Le demandeur invoque, à l'appui de son pourvoi, le moyen unique de cassation annexé au présent arrêt.
Le dossier a été communiqué au procureur général.
Sur le rapport de M. Barbieri, conseiller, les observations de la SCP Jean-Philippe Caston, avocat de M. [Y], de la SCP Rocheteau et Uzan-Sarano, avocat de M. et Mme [S], après débats en l'audience publique du 23 novembre 2021 où étaient présents Mme Teiller, président, M. Barbieri, conseiller rapporteur, M. Echappé, conseiller doyen, et Mme Berdeaux, greffier de chambre,
la troisième chambre civile de la Cour de cassation, composée des président et conseillers précités, après en avoir délibéré conformément à la loi, a rendu le présent arrêt.
Faits et procédure
1. Selon l'arrêt attaqué (Amiens, 9 mai 2019), rendu sur renvoi après cassation (3e Civ.,18 janvier 2018, pourvoi n° 16-20.158), par acte du 20 décembre 2012, M. et Mme [S] ont acquis des parcelles agricoles prises à bail par M. [Y].
2. Par acte du 28 février 2013, M. et Mme [S] ont délivré à celui-ci un congé aux fins de reprise pour exploitation personnelle à effet au 28 février 2015.
3. Par requête du 29 mai 2013, M. [Y] a saisi le tribunal paritaire des baux ruraux en prorogation du bail jusqu'à l'âge de la retraite.
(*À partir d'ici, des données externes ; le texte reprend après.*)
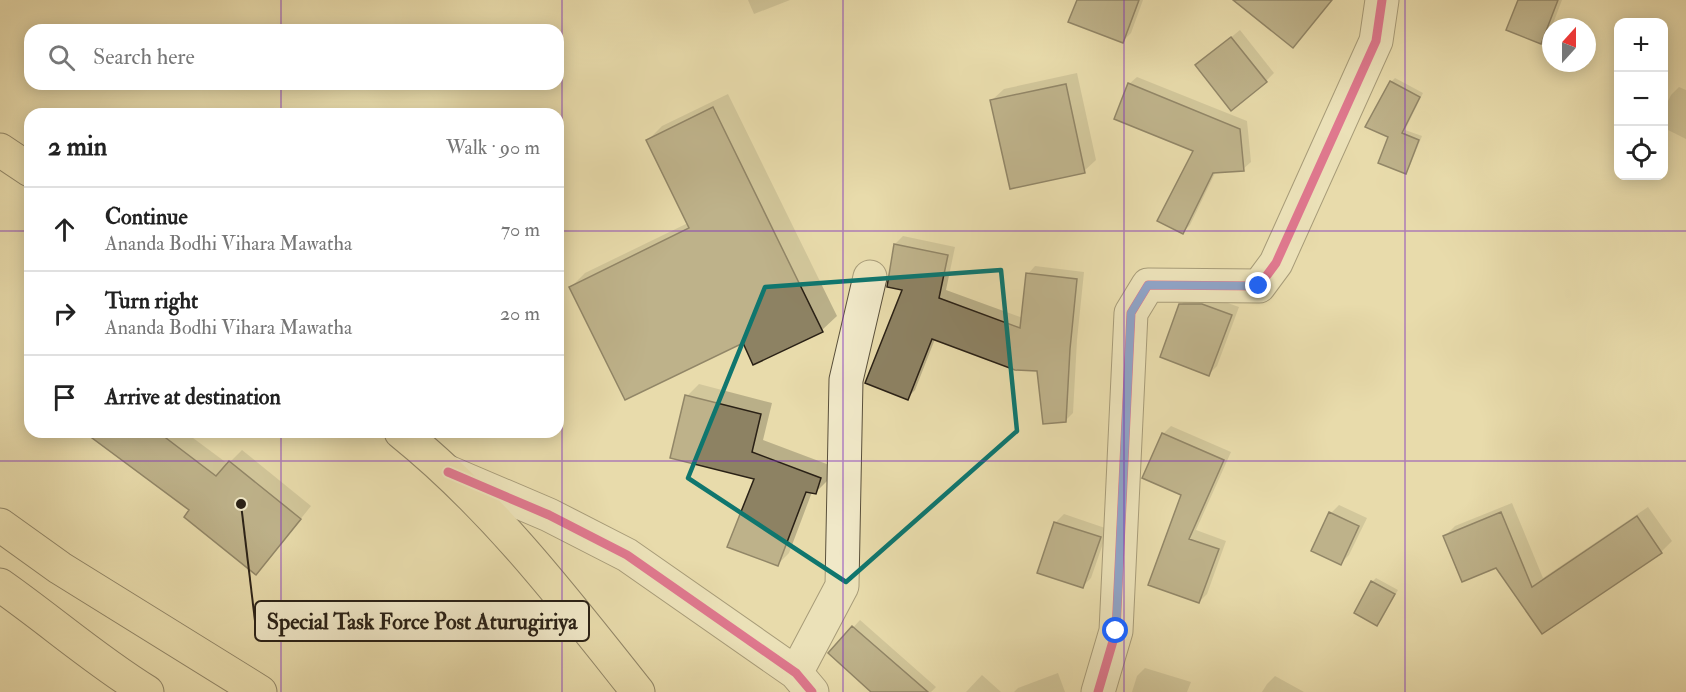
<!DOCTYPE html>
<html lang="en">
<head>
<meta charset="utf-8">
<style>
  :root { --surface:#fff; --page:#f6f6f6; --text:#222; --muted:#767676; --line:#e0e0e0 }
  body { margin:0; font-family:"IM FELL Double Pica",serif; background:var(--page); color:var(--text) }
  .controls { position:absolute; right:18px; top:18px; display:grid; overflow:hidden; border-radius:12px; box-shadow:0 3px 15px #0003 }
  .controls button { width:54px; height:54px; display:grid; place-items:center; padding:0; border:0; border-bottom:2px solid var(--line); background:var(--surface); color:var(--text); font:30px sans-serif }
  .compass { position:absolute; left:1542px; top:18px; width:54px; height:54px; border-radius:50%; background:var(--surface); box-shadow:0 3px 15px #0003; rotate:21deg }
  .stop { position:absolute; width:18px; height:18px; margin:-14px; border:4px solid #2563eb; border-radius:50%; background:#fff }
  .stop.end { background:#2563eb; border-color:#fff; box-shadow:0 2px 6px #0008 }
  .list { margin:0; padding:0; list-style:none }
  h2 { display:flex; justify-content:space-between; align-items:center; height:78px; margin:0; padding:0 24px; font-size:26px }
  h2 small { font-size:20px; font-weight:400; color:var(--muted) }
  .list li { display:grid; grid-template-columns:39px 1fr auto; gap:18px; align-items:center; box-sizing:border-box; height:84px; padding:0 24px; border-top:2px solid var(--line) }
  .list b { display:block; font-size:22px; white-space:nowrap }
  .list p { margin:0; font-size:20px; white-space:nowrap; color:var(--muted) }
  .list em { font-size:20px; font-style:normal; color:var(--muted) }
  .icon { flex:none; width:33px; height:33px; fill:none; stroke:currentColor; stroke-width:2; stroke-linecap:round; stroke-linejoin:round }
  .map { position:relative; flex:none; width:1686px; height:692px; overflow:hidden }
  .search { position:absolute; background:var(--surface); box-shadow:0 3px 15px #0003; left:24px; top:24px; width:540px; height:66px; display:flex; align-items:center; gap:15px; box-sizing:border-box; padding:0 21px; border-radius:18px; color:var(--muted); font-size:22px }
  .panel { position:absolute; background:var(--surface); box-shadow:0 3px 15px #0003; left:24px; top:108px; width:540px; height:330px; border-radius:18px }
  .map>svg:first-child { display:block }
  .shadow { fill:#0003 }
  .building { fill:#8d8263; stroke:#2a2116; stroke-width:1.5 }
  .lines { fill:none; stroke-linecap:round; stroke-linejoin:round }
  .minor-casing { stroke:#5a503b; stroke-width:35 }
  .major-casing { stroke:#2a2116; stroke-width:35 }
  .highway-casing { stroke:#2a2116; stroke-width:35 }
  .minor { stroke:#f0e8c8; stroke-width:33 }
  .major { stroke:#e8dbab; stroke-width:33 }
  .highway { stroke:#e8dbab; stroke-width:33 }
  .cycleway-casing { stroke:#f0e8c8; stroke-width:13 }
  .cycleway { stroke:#d6006c; stroke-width:9 }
  .route { stroke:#2563eb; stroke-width:8 }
  .marked { fill:none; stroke:#0f766e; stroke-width:4.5; stroke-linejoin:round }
  .grid { fill:none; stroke:#7b2cbf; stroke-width:1.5; stroke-opacity:0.55 }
  .leader { fill:none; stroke:#2a2116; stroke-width:2 }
  .callout-dot { fill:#2a2116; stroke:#f0e8c8; stroke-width:2 }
  .callout { fill:#f0e8c8; stroke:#2a2116; stroke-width:2 }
  .callout-label { font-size:22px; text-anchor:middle; font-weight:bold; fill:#2a2116 }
</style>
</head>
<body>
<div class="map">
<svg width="1686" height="692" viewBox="0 0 1686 692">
  <rect width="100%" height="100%" fill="#e8dbab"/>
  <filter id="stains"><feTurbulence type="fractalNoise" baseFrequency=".00333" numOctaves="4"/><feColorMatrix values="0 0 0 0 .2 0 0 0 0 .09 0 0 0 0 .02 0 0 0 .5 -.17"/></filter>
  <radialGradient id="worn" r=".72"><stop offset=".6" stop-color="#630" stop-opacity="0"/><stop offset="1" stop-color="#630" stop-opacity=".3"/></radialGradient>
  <!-- shadow -->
  <path class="shadow" d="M748 0H790L754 14Z
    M1078 0H1143L1131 33 1123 41Z
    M1520 0H1562L1549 34 1541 42Z
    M1240 30 1274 73 1266 81 1197 65Z
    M1077 73 1096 160 1084 171 992 100 1004 89Z
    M1137 77 1247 121 1251 162 1243 169 1216 171 1190 225 1183 232 1195 150 1129 84Z
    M1395 78 1423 93 1405 130 1422 136 1409 168 1406 172 1390 136 1391 82Z
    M1679 87 1686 90V139L1664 128V109L1671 95Z
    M728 94 837 316 822 330 754 363 743 341 571 287 585 273 688 223 647 141 662 126Z
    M903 236 955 247 946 290 1023 318 1028 274 1035 266 1084 272 1077 340 1073 413 1065 421 1038 369 935 339 915 390 907 398 904 288 895 244Z
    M1189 296 1211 297 1239 307 1217 366 1209 374 1181 305Z
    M699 384 772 403 763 440 832 466 827 481 816 492H812L789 553 777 565 756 478 687 396Z
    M1171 426 1231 452 1196 530 1226 541 1207 594 1199 602 1150 584 1183 495 1163 434Z
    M95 432H185L228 464 242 450 311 506 267 561 191 510Z
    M1512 503 1543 578 1648 507 1672 541 1661 552 1542 632 1496 566 1445 536 1455 526Z
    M1339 505 1367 518 1349 555 1341 563 1331 513Z
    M1064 514 1108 529 1091 578 1083 586 1039 572 1056 522Z
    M1376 578 1398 590 1381 621 1377 624 1372 582Z
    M860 620 936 687 931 692H888L830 653Z
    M1145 668 1191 682 1187 692H1132L1137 676Z
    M1058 673 1065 692H1014L1018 688Z
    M982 675 1001 692H966Z
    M1275 676 1304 692H1262L1267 684Z"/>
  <!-- building -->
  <path class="building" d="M1077 0H1139L1123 43 1068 22Z
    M1233 0H1332L1293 48Z
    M1518 0H1558L1541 44 1506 30Z
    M1231 37 1267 82 1231 111 1195 65Z
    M1390 81 1420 97 1402 133 1419 140 1406 174 1378 163 1388 137 1365 127Z
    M1128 83 1240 129 1244 171 1213 173 1183 234 1157 221 1193 151 1114 119Z
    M1066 84 1085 173 1010 189 990 100Z
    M713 107 823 332 753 365 743 343 625 400 569 287 689 228 646 140Z
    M894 244 948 255 939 298 1020 328 1026 273 1077 279 1070 349 1066 422 1043 424 1037 371 1015 370 932 339 908 400 865 383 902 290 887 287Z
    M1179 304H1202L1232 315 1209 376 1160 357Z
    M685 395 761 414 752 452 821 478 816 494 806 492 778 566 727 547 754 479 670 458Z
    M84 432H158L216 476 229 461 301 519 256 575 184 517 189 510Z
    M1162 433 1224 460 1189 539 1219 549 1199 603 1148 585 1181 495 1142 478Z
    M1329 512 1359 526 1341 565 1311 551Z
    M1501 512 1532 587 1637 516 1662 553 1542 634 1496 568 1462 582 1443 536Z
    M1054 522 1101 537 1083 588 1037 573Z
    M1371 581 1395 594 1377 626 1354 613Z
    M852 626 928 692H871L828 653Z"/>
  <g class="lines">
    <!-- minor casing -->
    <g class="minor-casing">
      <path id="minor" d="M448 472 549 515 627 555 796 673 812 692
        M796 673 842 586 846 380 870 277
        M1098 692 1116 631 1131 313 1148 285 1259 286 1276 263 1376 41 1382 0"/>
    </g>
    <!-- major casing -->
    <g class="major-casing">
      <path id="major" d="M0 150 30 170
        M401 432C493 506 565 600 638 692"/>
    </g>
    <!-- highway casing -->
    <g class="highway-casing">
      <path id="highway" d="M0 525 60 568 260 692
        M0 585C50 620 95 660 147 692"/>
    </g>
    <!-- minor -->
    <use href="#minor" class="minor"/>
    <!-- major -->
    <use href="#major" class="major"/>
    <!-- highway -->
    <use href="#highway" class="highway"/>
    <!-- cycleway casing -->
    <g class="cycleway-casing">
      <path id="cycleway" d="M448 472 549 515 627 555 796 673 812 692
        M1098 692 1116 631 1131 313 1148 285 1259 286 1276 263 1376 41 1382 0"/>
    </g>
    <!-- cycleway -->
    <use href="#cycleway" class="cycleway"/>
  </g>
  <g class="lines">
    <!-- route -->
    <path class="route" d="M1116 631 1131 313 1148 285 1259 286"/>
  </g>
  <!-- marked area -->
  <path d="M0 0H1686V692H0ZM1001 270 1017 431 846 582 688 478 765 287Z" fill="#e8dbab" fill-opacity=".55" fill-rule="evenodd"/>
  <path class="marked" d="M1001 270 1017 431 846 582 688 478 765 287Z"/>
  <!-- grid -->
  <path class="grid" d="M281 0V30M562 0V692M843 0V692M1124 0V692M1405 0V692M281 84V114M0 231H30M558 231H1686M281 432V692M0 461H1686"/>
  <!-- callouts -->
  <path class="leader" d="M241 504L255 621"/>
  <circle class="callout-dot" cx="241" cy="504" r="6"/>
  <rect class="callout" x="255" y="601" width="334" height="40" rx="6"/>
  <g class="callout-label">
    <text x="422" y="629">Special Task Force Post Aturugiriya</text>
  </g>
  <rect width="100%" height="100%" filter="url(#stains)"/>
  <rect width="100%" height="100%" fill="url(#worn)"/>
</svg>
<div class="controls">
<button>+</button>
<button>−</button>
<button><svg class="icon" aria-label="locate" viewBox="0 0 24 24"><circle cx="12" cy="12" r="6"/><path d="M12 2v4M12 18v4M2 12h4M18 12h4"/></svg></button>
</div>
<svg class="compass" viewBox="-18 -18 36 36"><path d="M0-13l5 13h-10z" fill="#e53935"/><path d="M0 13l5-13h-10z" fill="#767676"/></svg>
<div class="stop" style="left:1116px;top:631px"></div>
<div class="stop end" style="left:1259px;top:286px"></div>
<div class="search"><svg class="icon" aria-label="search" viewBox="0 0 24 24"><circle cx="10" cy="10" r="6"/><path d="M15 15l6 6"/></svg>Search here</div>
<section class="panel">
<h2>2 min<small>Walk · 90 m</small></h2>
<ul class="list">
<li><svg class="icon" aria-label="ahead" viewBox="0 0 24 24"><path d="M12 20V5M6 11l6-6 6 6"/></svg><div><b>Continue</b><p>Ananda Bodhi Vihara Mawatha</p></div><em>70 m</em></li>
<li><svg class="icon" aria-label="right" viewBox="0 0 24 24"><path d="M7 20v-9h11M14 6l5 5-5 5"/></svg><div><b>Turn right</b><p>Ananda Bodhi Vihara Mawatha</p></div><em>20 m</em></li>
<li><svg class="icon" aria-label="arrive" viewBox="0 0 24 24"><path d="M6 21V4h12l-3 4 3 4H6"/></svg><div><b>Arrive at destination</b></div></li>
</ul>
</section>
</div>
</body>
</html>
4. M. et Mme [S] ont demandé reconventionnellement la résiliation du bail pour défaut d'entretien et d'exploitation des biens loués.
Examen du moyen
Enoncé du moyen
5. M. [Y] fait grief à l'arrêt de rejeter sa demande de prolongation du bail jusqu'au 28 février 2021 et, en conséquence, de prononcer la résiliation du bail, alors :
« 1°/ que, pour se prononcer sur la résiliation d'un bail rural, le juge doit apprécier les manquements du preneur au jour de la demande de résiliation ; qu'en retenant, pour prononcer la résiliation du bail, des manquements de M. [Y], tels que résultant de constats d'huissiers de justice dressés les 15 juillet 2014, 22 juillet 2014 et 18 août 2015, quand la demande de résiliation avait été formée par les époux [S] le 29 novembre 2013, la cour d'appel a violé l'article L. 411-31 du code rural et de la pêche maritime ;
2°/ que, subsidiairement, la résiliation d'un bail rural prend effet au jour de la décision judiciaire qui la prononce, et non au jour du manquement qui la justifie ; qu'en toute hypothèse, en fixant la résiliation du bail rural au mois de juillet 2014, date des premiers constats des manquements de M. [Y], soit une date antérieure à celle la prononçant, la cour d'appel a violé l'article L. 411-31 du code rural et de la pêche maritime. »
Réponse de la Cour
6. En premier lieu, ayant relevé que plusieurs constats d'huissier de justice établissaient que les parcelles louées n'étaient plus travaillées ni entretenues, depuis de nombreux mois, au point que les bailleurs avaient dû procéder à des remises en état et nettoyages en raison de la présence d'une végétation non maîtrisée, de ronces encombrant les lieux et de coupes d'arbres non effectuées, la cour d'appel, qui a souverainement apprécié la gravité des manquements imputés à M. [Y] en se plaçant à la date de la demande en résiliation, a pu en déduire que celle-ci devait être prononcée.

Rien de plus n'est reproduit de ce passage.